Rebirth arrived, Hal returned and sales rose. The event was a mega hit which returned Green Lantern to the top of the charts. Hal fans used the success as vindication of that character’s superiority. I’d argue the success was a potent mixture of Hal’s return, Didio’s hype , Van Sciver’s gorgeous, innovative GL art but, mostly, John’s masterful storytelling. The comic was well-written, well-conceived and hit all the hot buttons for nerds. I loved every second of it. And Kyle was treated with respect as Hal returned. There’s a line somewhere in the series when Hal tells Kyle that the corps wouldn’t exist without him. He’s right.
…Of the End.
The first few years after Hal’s rebirth, DC still featured Kyle prominently. But the company rescinded his A-list status as he did not fit Didio’s “iconic status” of Green Lantern but he still appeared on a monthly basis. His role as Torchbearer was explored in the Ion maxi-series and he used his considerable influence in The Rann-Thanagar War series and during Infinite Crisis. Curiously, Kyle was omitted as a cast member from the Green Lantern Corps monthly until after the Sinestro Corps War, which was an odd decision. For points during the mid-2000s, Kyle lacked a monthly home. The character is arguably DC’s second most lucrative Green Lantern but I don’t know that for a fact. John Stewart’s high profile throughout the last decade may have changed that.

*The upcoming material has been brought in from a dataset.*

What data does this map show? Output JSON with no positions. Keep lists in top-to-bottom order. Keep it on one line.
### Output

Still, the internal attitude towards Kyle was apparent. DC let the character drift further from the mainstream action to solidify Hal’s identity as Green Lantern again (I fear a similar pattern of events coming with Wally West after Barry’s recent rebirth). Since the Sinetro Corps War, Kyle has shared the spotlight in Green Lantern Corps with a crowded cast in stories serving a larger purpose of the GL corner of the DC Universe, which is not a criticism of Tomasi’s fantastic run at all. The reality, though, is that Kyle is not a priority to DC as they made that obviously clear this week:
Kyle is a Marvel Zombie
Removing the Emerald Twilight controversy from the equation, what does the current editorial direction of DC have against Kyle (maybe nothing but recent actions suggest otherwise)? My guess is that at his core, Kyle is closer to a Marvel hero than a DC god.

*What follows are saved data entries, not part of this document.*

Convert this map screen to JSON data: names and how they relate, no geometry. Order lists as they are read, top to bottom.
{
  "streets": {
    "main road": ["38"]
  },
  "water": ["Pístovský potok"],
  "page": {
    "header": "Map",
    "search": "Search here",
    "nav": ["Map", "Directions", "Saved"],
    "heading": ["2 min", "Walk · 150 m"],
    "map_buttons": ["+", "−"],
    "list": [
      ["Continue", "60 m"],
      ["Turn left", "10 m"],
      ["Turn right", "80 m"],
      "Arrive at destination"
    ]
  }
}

His origin is exactly like Peter Parker’s fateful day but instead of a radioactive spider, Kyle encountered a radioactive blue dude. Characters like Peter, Matt Murdock, Ben Grimm, the X-Men are normal people thrust into a miraculous life through no actions of their own. The universe pushed them down and they stood right back up. Super soldiers, homesick aliens, spoiled rich kids, petulant gods, pretentious scientists, fearless fighter pilots are amazing too. But watching the guy from your neighborhood succeed…well…there’s something uniquely special about that.
Like I said earlier, Kyle is THE comic book fan. He’s us. Not the grotesque, rotund Cheeseburger-breath, Newsarama-forum troll that lives in a basement. No, Kyle is like the rest of us: normal, simultaneously awkward and brilliant with relationships, he’s holding down a career, he’s trying not to dwell on but still remember lost loved ones, he’s having drinks with friends and, everyday, he’s moving through life with one eye cast towards the fantastic. Difference is…Kyle actually has the chance to wear the fantastic on his finger.
RIP Kyle Rayner.
You were our kind of dude and one hell of a Green Lantern. Here’s hoping you’re back next issue.

Kyle's best look.
Next week, I’ll try to do a Top 10 Greatest Kyle moments post.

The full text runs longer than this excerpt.